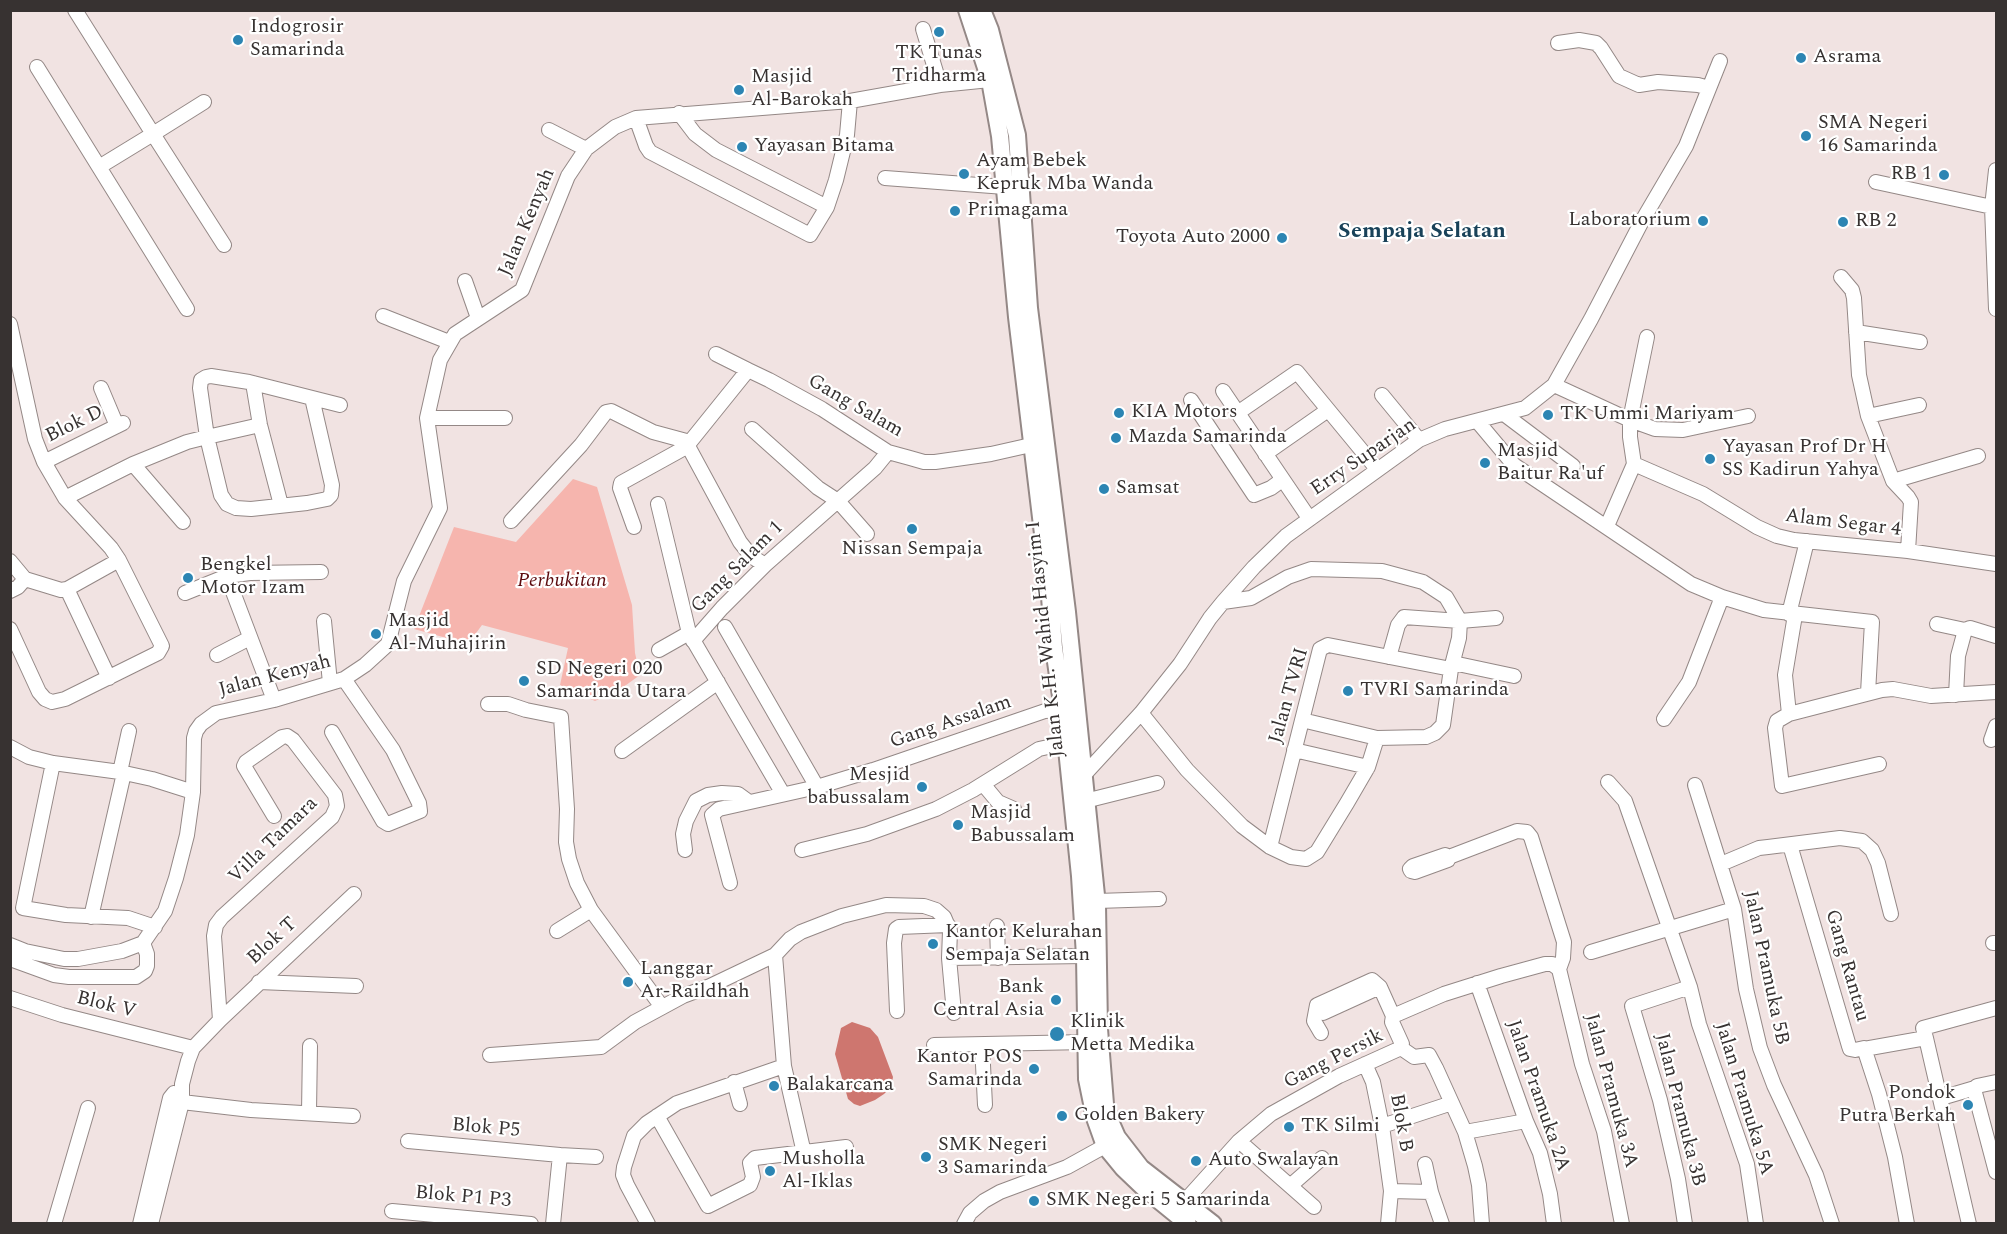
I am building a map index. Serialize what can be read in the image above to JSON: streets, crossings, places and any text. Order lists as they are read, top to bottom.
{
  "streets": {
    "main road": ["Jalan K.H. Wahid Hasyim I"],
    "street": [
      "Jalan Kenyah",
      "Gang Salam",
      "Blok D",
      "Erry Suparjan",
      "Alam Segar 4",
      "Gang Salam 1",
      "Jalan TVRI",
      "Gang Assalam",
      "Villa Tamara",
      "Blok T",
      "Gang Rantau",
      "Jalan Pramuka 5B",
      "Blok V",
      "Gang Persik",
      "Jalan Pramuka 3A",
      "Jalan Pramuka 2A",
      "Jalan Pramuka 5A",
      "Jalan Pramuka 3B",
      "Blok B",
      "Blok P5",
      "Blok P1 P3"
    ]
  },
  "crossings": [
    ["Jalan Kenyah", "Jalan K.H. Wahid Hasyim I"],
    ["Gang Salam", "Gang Salam 1"],
    ["Gang Salam", "Jalan K.H. Wahid Hasyim I"],
    ["Erry Suparjan", "Jalan K.H. Wahid Hasyim I"],
    ["Gang Salam 1", "Gang Assalam"],
    ["Jalan K.H. Wahid Hasyim I", "Gang Assalam"],
    ["Jalan K.H. Wahid Hasyim I", "Gang Persik"],
    ["Villa Tamara", "Blok T"],
    ["Gang Persik", "Jalan Pramuka 3A"],
    ["Gang Persik", "Jalan Pramuka 2A"],
    ["Gang Persik", "Blok B"],
    ["Jalan Pramuka 5A", "Jalan Pramuka 3B"]
  ],
  "districts": ["Sempaja Selatan"],
  "parks": ["Perbukitan"],
  "places": [
    "TK Tunas Tridharma",
    "Indogrosir Samarinda",
    "Asrama",
    "Masjid Al-Barokah",
    "SMA Negeri 16 Samarinda",
    "Yayasan Bitama",
    "Ayam Bebek Kepruk Mba Wanda",
    "RB 1",
    "Primagama",
    "Laboratorium",
    "RB 2",
    "Toyota Auto 2000",
    "KIA Motors",
    "TK Ummi Mariyam",
    "Mazda Samarinda",
    "Yayasan Prof Dr H SS Kadirun Yahya",
    "Masjid Baitur Ra'uf",
    "Samsat",
    "Nissan Sempaja",
    "Bengkel Motor Izam",
    "Masjid Al-Muhajirin",
    "SD Negeri 020 Samarinda Utara",
    "TVRI Samarinda",
    "Mesjid babussalam",
    "Masjid Babussalam",
    "Kantor Kelurahan Sempaja Selatan",
    "Langgar Ar-Raildhah",
    "Bank Central Asia",
    "Klinik Metta Medika",
    "Kantor POS Samarinda",
    "Balakarcana",
    "Pondok Putra Berkah",
    "Golden Bakery",
    "TK Silmi",
    "SMK Negeri 3 Samarinda",
    "Auto Swalayan",
    "Musholla Al-Iklas",
    "SMK Negeri 5 Samarinda"
  ]
}
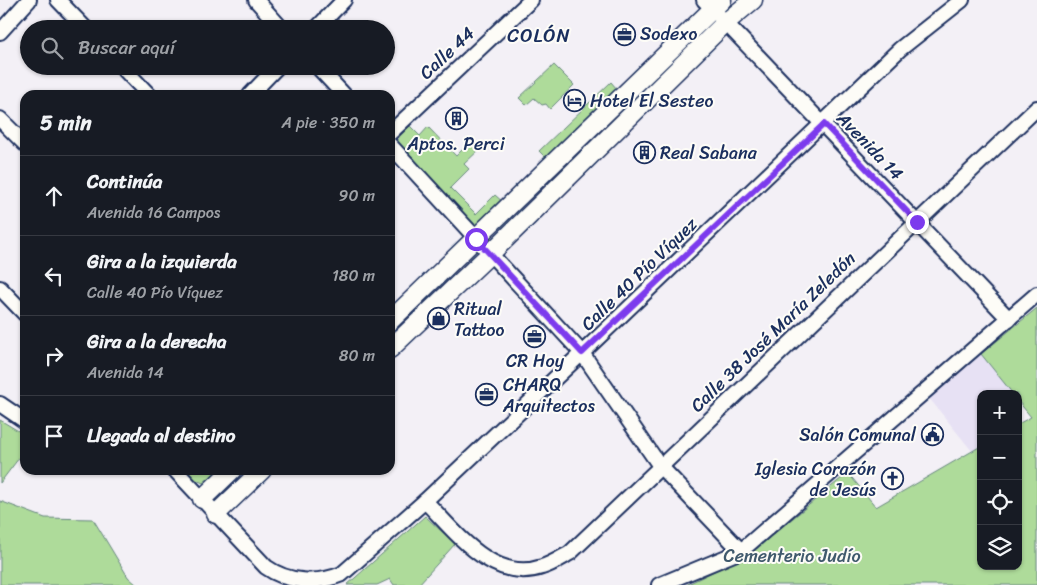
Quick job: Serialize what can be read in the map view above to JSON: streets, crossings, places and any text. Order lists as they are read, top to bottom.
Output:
{
  "streets": {
    "street": [
      "Calle 44",
      "Avenida 14",
      "Calle 40 Pío Víquez",
      "Calle 38 José María Zeledón"
    ]
  },
  "crossings": [
    ["Avenida 14", "Calle 40 Pío Víquez"],
    ["Avenida 14", "Calle 38 José María Zeledón"],
    ["Calle 40 Pío Víquez", "Calle 38 José María Zeledón"]
  ],
  "districts": ["COLÓN"],
  "parks": ["Cementerio Judío"],
  "places": {
    "office": ["Sodexo", "CR Hoy", "CHARQ Arquitectos"],
    "hotel": ["Hotel El Sesteo"],
    "building": ["Aptos. Perci", "Real Sabana"],
    "shop": ["Ritual Tattoo"],
    "public building": ["Salón Comunal"],
    "church": ["Iglesia Corazón de Jesús"]
  },
  "page": {
    "search": "Buscar aquí",
    "heading": ["5 min", "A pie · 350 m"],
    "list": [
      ["Continúa", "Avenida 16 Campos", "90 m"],
      ["Gira a la izquierda", "Calle 40 Pío Víquez", "180 m"],
      ["Gira a la derecha", "Avenida 14", "80 m"],
      "Llegada al destino"
    ],
    "map_buttons": ["+", "−"]
  }
}
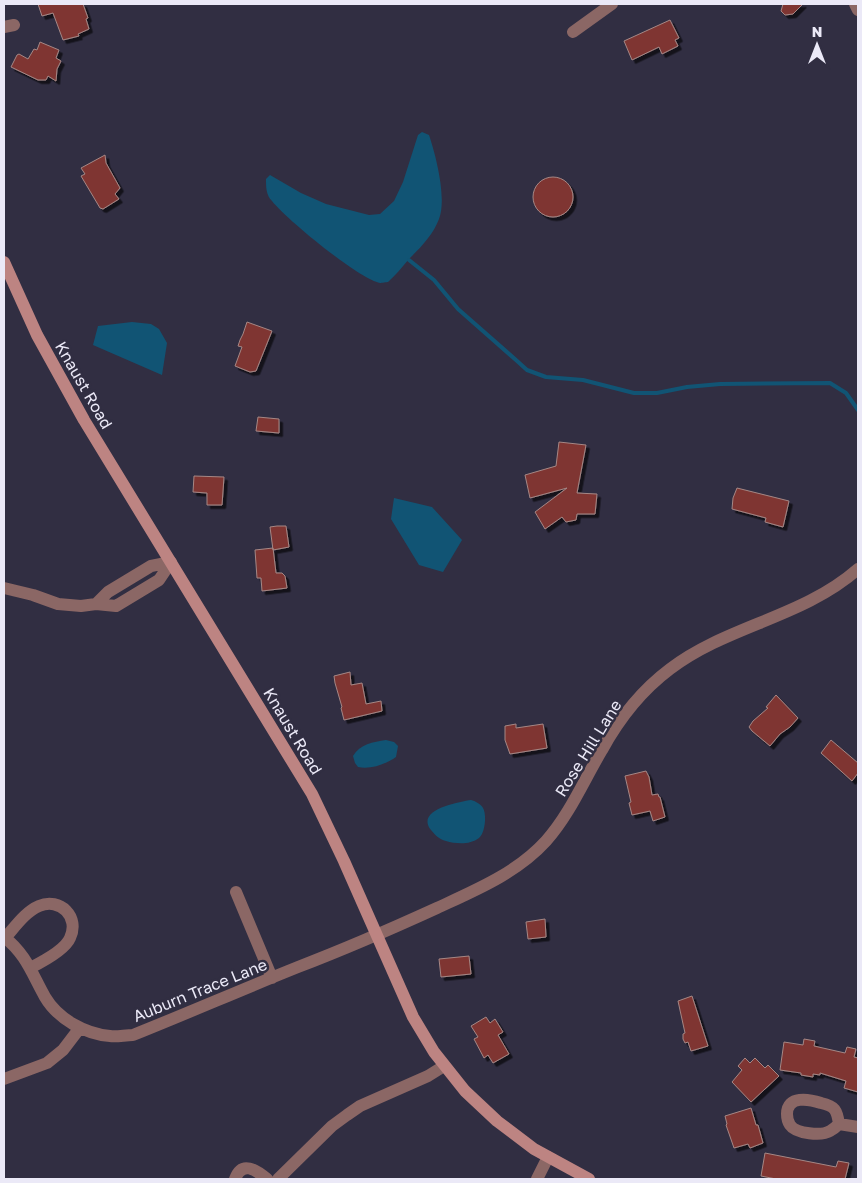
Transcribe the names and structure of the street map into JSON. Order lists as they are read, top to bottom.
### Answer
{
  "streets": {
    "main road": ["Knaust Road"],
    "street": ["Rose Hill Lane", "Auburn Trace Lane"]
  },
  "crossings": [
    ["Knaust Road", "Rose Hill Lane"],
    ["Knaust Road", "Auburn Trace Lane"],
    ["Rose Hill Lane", "Auburn Trace Lane"]
  ],
  "north": "top"
}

## WHAT IS REQUIRED
Write out the whole listing exactly, and drop the pictures.

## SOLVED EXERCISE
I am building a map index. Serialize what can be read in the image above to JSON: streets, crossings, places and any text. Order lists as they are read, top to bottom.
{
  "streets": {
    "main road": ["Jalan K.H. Wahid Hasyim I"],
    "street": [
      "Jalan Kenyah",
      "Gang Salam",
      "Blok D",
      "Erry Suparjan",
      "Alam Segar 4",
      "Gang Salam 1",
      "Jalan TVRI",
      "Gang Assalam",
      "Villa Tamara",
      "Blok T",
      "Gang Rantau",
      "Jalan Pramuka 5B",
      "Blok V",
      "Gang Persik",
      "Jalan Pramuka 3A",
      "Jalan Pramuka 2A",
      "Jalan Pramuka 5A",
      "Jalan Pramuka 3B",
      "Blok B",
      "Blok P5",
      "Blok P1 P3"
    ]
  },
  "crossings": [
    ["Jalan Kenyah", "Jalan K.H. Wahid Hasyim I"],
    ["Gang Salam", "Gang Salam 1"],
    ["Gang Salam", "Jalan K.H. Wahid Hasyim I"],
    ["Erry Suparjan", "Jalan K.H. Wahid Hasyim I"],
    ["Gang Salam 1", "Gang Assalam"],
    ["Jalan K.H. Wahid Hasyim I", "Gang Assalam"],
    ["Jalan K.H. Wahid Hasyim I", "Gang Persik"],
    ["Villa Tamara", "Blok T"],
    ["Gang Persik", "Jalan Pramuka 3A"],
    ["Gang Persik", "Jalan Pramuka 2A"],
    ["Gang Persik", "Blok B"],
    ["Jalan Pramuka 5A", "Jalan Pramuka 3B"]
  ],
  "districts": ["Sempaja Selatan"],
  "parks": ["Perbukitan"],
  "places": [
    "TK Tunas Tridharma",
    "Indogrosir Samarinda",
    "Asrama",
    "Masjid Al-Barokah",
    "SMA Negeri 16 Samarinda",
    "Yayasan Bitama",
    "Ayam Bebek Kepruk Mba Wanda",
    "RB 1",
    "Primagama",
    "Laboratorium",
    "RB 2",
    "Toyota Auto 2000",
    "KIA Motors",
    "TK Ummi Mariyam",
    "Mazda Samarinda",
    "Yayasan Prof Dr H SS Kadirun Yahya",
    "Masjid Baitur Ra'uf",
    "Samsat",
    "Nissan Sempaja",
    "Bengkel Motor Izam",
    "Masjid Al-Muhajirin",
    "SD Negeri 020 Samarinda Utara",
    "TVRI Samarinda",
    "Mesjid babussalam",
    "Masjid Babussalam",
    "Kantor Kelurahan Sempaja Selatan",
    "Langgar Ar-Raildhah",
    "Bank Central Asia",
    "Klinik Metta Medika",
    "Kantor POS Samarinda",
    "Balakarcana",
    "Pondok Putra Berkah",
    "Golden Bakery",
    "TK Silmi",
    "SMK Negeri 3 Samarinda",
    "Auto Swalayan",
    "Musholla Al-Iklas",
    "SMK Negeri 5 Samarinda"
  ]
}
Quick job: Serialize what can be read in the map view above to JSON: streets, crossings, places and any text. Order lists as they are read, top to bottom.
Output:
{
  "streets": {
    "street": [
      "Calle 44",
      "Avenida 14",
      "Calle 40 Pío Víquez",
      "Calle 38 José María Zeledón"
    ]
  },
  "crossings": [
    ["Avenida 14", "Calle 40 Pío Víquez"],
    ["Avenida 14", "Calle 38 José María Zeledón"],
    ["Calle 40 Pío Víquez", "Calle 38 José María Zeledón"]
  ],
  "districts": ["COLÓN"],
  "parks": ["Cementerio Judío"],
  "places": {
    "office": ["Sodexo", "CR Hoy", "CHARQ Arquitectos"],
    "hotel": ["Hotel El Sesteo"],
    "building": ["Aptos. Perci", "Real Sabana"],
    "shop": ["Ritual Tattoo"],
    "public building": ["Salón Comunal"],
    "church": ["Iglesia Corazón de Jesús"]
  },
  "page": {
    "search": "Buscar aquí",
    "heading": ["5 min", "A pie · 350 m"],
    "list": [
      ["Continúa", "Avenida 16 Campos", "90 m"],
      ["Gira a la izquierda", "Calle 40 Pío Víquez", "180 m"],
      ["Gira a la derecha", "Avenida 14", "80 m"],
      "Llegada al destino"
    ],
    "map_buttons": ["+", "−"]
  }
}
Transcribe the names and structure of the street map into JSON. Order lists as they are read, top to bottom.
### Answer
{
  "streets": {
    "main road": ["Knaust Road"],
    "street": ["Rose Hill Lane", "Auburn Trace Lane"]
  },
  "crossings": [
    ["Knaust Road", "Rose Hill Lane"],
    ["Knaust Road", "Auburn Trace Lane"],
    ["Rose Hill Lane", "Auburn Trace Lane"]
  ],
  "north": "top"
}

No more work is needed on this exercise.